Poor optimization for query after 3.38.5

(1) By Grunthos on 2023-01-30 13:33:32 [source]

Using the CLI, this query ran reasonably fast (a few seconds) in 3.38.5 and runs for hours in 3.39.0 and 3.40.1. I have tried building sqlite3 with exactly the same settings in each, just to make sure it was not a setting issue.

The underlying problem seems to be a difference in query plan.

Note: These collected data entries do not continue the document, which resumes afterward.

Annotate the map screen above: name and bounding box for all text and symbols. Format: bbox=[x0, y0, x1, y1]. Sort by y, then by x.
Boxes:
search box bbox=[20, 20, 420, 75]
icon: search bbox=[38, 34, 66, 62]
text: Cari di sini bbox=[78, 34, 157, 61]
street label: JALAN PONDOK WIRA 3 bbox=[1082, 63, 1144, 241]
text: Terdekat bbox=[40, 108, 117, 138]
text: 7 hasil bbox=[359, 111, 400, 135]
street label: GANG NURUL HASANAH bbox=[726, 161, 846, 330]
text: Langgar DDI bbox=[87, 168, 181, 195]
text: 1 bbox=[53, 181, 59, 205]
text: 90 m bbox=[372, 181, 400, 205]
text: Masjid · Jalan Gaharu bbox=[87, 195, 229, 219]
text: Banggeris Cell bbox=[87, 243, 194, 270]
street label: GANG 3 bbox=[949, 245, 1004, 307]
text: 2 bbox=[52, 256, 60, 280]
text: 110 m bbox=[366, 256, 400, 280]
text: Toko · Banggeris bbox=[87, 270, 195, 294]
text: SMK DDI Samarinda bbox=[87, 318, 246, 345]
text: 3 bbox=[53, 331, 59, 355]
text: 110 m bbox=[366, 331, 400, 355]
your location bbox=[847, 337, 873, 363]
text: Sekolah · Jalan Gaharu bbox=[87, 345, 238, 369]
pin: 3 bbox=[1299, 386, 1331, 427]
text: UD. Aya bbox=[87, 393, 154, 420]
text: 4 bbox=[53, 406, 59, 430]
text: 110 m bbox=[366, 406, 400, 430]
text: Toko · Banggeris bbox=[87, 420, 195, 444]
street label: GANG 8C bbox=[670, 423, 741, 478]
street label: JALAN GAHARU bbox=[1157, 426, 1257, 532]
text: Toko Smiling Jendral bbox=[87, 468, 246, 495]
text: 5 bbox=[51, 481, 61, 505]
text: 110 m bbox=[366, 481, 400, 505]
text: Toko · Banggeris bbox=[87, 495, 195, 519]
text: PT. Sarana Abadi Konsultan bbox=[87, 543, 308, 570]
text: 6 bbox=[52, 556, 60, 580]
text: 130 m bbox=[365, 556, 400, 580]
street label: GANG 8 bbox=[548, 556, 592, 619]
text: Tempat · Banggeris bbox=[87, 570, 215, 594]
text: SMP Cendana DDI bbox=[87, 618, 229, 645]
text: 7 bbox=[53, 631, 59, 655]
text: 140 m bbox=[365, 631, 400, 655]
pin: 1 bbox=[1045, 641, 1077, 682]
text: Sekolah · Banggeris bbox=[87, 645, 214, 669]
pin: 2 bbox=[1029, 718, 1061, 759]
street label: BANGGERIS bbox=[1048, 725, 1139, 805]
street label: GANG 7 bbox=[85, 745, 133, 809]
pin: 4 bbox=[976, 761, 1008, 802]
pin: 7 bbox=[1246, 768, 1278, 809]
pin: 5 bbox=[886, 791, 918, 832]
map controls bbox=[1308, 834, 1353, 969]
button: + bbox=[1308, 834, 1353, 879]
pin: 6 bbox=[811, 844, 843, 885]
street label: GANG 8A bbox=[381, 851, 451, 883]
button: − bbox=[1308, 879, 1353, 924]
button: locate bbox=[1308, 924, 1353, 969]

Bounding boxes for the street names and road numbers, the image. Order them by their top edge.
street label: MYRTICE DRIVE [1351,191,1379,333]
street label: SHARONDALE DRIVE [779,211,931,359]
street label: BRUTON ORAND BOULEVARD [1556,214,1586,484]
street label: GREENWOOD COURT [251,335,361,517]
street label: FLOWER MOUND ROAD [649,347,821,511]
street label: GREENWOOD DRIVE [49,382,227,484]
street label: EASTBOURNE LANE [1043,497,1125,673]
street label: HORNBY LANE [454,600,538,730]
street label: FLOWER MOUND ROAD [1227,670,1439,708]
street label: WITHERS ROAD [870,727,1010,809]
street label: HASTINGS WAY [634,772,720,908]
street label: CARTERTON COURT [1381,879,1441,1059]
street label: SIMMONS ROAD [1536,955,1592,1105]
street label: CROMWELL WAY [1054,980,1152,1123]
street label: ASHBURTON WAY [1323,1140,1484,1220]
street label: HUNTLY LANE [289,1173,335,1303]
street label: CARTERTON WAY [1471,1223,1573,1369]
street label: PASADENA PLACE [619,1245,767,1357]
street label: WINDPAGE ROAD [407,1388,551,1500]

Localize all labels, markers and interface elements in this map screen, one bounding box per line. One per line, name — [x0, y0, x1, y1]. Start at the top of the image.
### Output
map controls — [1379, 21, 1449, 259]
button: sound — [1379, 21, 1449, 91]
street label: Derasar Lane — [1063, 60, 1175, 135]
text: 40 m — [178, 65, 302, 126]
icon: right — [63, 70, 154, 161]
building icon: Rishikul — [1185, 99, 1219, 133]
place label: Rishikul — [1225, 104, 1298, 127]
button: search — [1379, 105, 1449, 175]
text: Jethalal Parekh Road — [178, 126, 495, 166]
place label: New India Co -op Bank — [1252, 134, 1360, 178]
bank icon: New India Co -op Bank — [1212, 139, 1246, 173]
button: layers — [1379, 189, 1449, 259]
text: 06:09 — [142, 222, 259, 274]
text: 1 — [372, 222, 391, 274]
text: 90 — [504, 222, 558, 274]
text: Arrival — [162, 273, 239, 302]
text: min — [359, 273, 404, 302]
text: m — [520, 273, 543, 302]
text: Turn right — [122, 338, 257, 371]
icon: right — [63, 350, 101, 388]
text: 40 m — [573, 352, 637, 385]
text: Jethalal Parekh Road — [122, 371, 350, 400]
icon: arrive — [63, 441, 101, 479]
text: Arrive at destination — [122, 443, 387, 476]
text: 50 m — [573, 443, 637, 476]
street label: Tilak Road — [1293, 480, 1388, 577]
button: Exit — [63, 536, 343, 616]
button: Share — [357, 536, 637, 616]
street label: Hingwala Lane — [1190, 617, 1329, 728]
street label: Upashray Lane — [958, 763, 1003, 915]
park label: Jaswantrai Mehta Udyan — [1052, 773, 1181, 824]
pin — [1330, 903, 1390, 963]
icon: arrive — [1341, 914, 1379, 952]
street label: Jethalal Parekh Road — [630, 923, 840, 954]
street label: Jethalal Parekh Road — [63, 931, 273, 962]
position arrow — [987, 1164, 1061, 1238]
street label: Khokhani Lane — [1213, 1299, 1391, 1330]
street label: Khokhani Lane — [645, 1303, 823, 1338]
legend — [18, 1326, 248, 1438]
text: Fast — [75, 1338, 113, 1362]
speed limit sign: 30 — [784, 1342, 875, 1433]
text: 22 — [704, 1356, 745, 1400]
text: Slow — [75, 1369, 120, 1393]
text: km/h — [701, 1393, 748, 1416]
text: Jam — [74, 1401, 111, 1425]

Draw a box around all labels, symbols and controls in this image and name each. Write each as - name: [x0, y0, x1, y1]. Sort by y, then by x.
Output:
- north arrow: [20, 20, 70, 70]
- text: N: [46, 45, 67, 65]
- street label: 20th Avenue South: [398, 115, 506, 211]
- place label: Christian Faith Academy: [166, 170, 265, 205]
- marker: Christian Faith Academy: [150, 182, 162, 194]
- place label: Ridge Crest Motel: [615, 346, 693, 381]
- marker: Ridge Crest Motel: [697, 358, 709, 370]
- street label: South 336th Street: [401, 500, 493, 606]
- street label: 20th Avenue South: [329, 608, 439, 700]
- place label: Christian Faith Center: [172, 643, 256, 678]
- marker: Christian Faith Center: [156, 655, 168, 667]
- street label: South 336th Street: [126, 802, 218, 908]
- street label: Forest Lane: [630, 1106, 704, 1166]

The 3.38.5 query plan is:

QUERY PLAN
|--MATERIALIZE sums
|  |--MATERIALIZE src
|  |  |--MATERIALIZE init
|  |  |  `--SCAN summary USING INDEX summary_ix
|  |  |--SCAN i
|  |  |--SEARCH summary USING COVERING INDEX summary_ix (country=? AND date>?)
|  |  `--USE TEMP B-TREE FOR ORDER BY
|  |--SCAN src
|  |--SEARCH summary USING INDEX summary_ix (country=? AND date>? AND date<?)
|  `--USE TEMP B-TREE FOR GROUP BY
|--SCAN sums
|--SEARCH sums USING AUTOMATIC COVERING INDEX (country=? AND date=?)
|--SEARCH sums USING AUTOMATIC COVERING INDEX (country=? AND date=?)
|--SEARCH sums USING AUTOMATIC COVERING INDEX (country=? AND date=?)
`--SEARCH i USING AUTOMATIC COVERING INDEX (country=?)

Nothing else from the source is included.